Collected data:

━━━

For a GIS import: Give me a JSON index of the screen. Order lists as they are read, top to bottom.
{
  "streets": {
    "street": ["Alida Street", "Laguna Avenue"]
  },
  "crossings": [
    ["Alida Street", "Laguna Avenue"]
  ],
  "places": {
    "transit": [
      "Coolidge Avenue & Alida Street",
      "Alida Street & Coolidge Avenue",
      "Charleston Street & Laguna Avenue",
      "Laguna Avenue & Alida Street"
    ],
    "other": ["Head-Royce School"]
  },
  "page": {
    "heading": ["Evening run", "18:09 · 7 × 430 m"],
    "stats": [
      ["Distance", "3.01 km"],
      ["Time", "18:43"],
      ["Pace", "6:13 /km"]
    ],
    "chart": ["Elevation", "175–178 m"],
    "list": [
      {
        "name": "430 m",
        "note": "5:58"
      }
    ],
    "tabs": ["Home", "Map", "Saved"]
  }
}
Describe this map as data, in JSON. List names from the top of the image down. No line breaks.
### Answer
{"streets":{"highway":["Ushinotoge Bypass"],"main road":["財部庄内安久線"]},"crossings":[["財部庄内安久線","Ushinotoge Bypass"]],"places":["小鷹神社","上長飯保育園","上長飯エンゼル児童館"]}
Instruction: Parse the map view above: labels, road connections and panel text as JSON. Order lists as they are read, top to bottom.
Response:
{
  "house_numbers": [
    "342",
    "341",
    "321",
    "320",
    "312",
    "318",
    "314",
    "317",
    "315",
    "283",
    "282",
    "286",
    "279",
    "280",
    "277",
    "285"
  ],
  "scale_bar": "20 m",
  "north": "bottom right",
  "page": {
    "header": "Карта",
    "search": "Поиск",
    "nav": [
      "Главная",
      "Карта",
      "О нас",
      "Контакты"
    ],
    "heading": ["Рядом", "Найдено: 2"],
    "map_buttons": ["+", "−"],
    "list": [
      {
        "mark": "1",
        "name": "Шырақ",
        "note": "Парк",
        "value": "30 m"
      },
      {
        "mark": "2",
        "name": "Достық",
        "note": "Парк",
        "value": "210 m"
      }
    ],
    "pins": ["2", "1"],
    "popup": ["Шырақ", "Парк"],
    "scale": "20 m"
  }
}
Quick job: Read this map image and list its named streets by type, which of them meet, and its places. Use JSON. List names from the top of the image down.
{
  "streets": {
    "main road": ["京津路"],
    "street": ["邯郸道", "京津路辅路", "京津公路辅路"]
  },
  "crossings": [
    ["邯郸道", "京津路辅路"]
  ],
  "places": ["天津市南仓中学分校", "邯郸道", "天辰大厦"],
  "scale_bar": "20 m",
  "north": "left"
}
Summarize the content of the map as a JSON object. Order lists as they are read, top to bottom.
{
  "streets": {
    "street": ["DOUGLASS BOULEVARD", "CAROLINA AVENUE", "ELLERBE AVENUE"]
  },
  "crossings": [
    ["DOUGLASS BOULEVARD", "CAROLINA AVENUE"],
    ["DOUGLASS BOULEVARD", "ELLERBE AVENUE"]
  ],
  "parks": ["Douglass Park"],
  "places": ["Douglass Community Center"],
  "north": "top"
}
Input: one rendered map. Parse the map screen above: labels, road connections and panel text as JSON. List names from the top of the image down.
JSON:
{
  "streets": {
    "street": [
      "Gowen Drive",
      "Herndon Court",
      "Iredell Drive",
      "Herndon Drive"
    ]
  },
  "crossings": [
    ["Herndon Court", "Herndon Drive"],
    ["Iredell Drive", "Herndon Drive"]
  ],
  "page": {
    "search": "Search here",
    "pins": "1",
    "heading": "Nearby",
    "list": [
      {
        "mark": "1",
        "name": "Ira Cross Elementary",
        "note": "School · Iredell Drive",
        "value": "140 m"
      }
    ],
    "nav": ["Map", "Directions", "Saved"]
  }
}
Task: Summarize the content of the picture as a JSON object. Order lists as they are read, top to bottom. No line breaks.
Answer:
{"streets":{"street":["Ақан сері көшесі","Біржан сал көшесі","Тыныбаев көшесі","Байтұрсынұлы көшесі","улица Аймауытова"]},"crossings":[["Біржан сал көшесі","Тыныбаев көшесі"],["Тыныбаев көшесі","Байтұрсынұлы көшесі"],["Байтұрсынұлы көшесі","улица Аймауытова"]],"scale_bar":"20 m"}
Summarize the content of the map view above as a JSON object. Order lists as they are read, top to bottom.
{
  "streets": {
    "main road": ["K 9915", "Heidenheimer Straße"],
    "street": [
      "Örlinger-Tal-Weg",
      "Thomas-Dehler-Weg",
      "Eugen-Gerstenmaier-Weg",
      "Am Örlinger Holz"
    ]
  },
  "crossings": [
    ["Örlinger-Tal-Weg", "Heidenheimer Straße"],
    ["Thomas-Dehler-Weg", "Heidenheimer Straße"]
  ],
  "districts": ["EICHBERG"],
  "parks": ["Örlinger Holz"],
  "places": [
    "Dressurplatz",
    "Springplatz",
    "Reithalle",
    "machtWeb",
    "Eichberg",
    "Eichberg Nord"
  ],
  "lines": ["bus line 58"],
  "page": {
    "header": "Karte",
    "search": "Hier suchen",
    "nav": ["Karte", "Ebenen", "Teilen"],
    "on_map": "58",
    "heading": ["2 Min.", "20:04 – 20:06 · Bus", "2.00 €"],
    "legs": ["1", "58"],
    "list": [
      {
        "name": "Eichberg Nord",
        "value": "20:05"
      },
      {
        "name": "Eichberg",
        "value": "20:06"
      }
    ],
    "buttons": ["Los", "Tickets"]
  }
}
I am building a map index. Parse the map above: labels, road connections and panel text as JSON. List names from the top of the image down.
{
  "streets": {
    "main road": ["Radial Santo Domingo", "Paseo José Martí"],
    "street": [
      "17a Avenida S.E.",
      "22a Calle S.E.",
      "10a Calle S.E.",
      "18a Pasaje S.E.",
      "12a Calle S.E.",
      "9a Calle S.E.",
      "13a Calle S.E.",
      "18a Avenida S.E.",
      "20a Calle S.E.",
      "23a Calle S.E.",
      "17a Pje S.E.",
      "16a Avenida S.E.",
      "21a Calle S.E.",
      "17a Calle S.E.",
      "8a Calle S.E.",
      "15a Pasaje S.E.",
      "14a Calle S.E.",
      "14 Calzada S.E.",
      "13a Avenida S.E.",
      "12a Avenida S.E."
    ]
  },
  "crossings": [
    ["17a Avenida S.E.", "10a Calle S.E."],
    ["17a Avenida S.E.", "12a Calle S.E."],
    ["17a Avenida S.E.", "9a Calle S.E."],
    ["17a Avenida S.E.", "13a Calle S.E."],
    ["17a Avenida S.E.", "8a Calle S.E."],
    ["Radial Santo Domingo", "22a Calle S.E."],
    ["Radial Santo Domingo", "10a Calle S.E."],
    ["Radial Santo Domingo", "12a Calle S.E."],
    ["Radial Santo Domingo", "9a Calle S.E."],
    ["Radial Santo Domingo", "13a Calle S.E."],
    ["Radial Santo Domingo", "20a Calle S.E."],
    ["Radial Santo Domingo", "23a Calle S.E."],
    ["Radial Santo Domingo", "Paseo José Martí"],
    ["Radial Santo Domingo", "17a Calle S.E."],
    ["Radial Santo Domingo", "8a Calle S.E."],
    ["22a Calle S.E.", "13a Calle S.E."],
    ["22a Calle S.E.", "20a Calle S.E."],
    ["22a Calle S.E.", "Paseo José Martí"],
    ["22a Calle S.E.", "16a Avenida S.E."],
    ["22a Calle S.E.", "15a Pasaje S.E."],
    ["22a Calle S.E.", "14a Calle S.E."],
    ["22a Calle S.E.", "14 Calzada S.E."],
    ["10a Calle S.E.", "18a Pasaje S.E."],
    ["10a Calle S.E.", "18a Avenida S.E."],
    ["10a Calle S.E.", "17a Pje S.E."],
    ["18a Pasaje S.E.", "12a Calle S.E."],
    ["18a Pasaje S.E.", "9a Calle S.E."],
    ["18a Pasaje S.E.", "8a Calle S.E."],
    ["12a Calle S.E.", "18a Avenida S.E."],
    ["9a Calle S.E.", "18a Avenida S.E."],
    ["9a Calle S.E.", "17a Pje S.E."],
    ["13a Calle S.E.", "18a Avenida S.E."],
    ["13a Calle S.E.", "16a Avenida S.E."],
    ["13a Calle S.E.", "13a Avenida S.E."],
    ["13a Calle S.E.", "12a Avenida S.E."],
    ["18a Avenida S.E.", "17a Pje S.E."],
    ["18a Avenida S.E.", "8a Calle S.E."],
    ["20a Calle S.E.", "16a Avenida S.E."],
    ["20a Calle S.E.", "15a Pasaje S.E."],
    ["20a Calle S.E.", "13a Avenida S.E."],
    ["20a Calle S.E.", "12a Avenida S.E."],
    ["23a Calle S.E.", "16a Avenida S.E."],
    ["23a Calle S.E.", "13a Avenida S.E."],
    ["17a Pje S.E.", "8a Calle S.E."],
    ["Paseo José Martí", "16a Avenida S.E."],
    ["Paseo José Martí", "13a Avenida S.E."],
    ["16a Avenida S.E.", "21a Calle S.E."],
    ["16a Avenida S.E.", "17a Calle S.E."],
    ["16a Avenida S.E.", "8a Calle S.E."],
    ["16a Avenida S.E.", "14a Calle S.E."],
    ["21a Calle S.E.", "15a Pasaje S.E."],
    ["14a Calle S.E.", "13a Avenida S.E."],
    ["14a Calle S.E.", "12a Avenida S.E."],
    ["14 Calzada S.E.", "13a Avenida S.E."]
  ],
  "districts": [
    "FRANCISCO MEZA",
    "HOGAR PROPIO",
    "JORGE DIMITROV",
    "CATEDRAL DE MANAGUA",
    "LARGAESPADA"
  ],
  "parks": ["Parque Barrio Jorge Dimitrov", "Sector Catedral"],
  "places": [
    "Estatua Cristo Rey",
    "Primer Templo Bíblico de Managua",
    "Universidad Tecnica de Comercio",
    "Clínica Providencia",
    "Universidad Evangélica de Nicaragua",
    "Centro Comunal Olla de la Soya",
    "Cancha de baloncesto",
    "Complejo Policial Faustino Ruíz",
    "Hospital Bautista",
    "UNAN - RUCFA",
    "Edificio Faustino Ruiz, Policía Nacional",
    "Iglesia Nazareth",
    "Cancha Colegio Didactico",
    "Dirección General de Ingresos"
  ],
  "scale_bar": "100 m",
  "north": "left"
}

━━━

Looking at the entries, how many lines contain the string "Holz"? The answer is that number alone.

2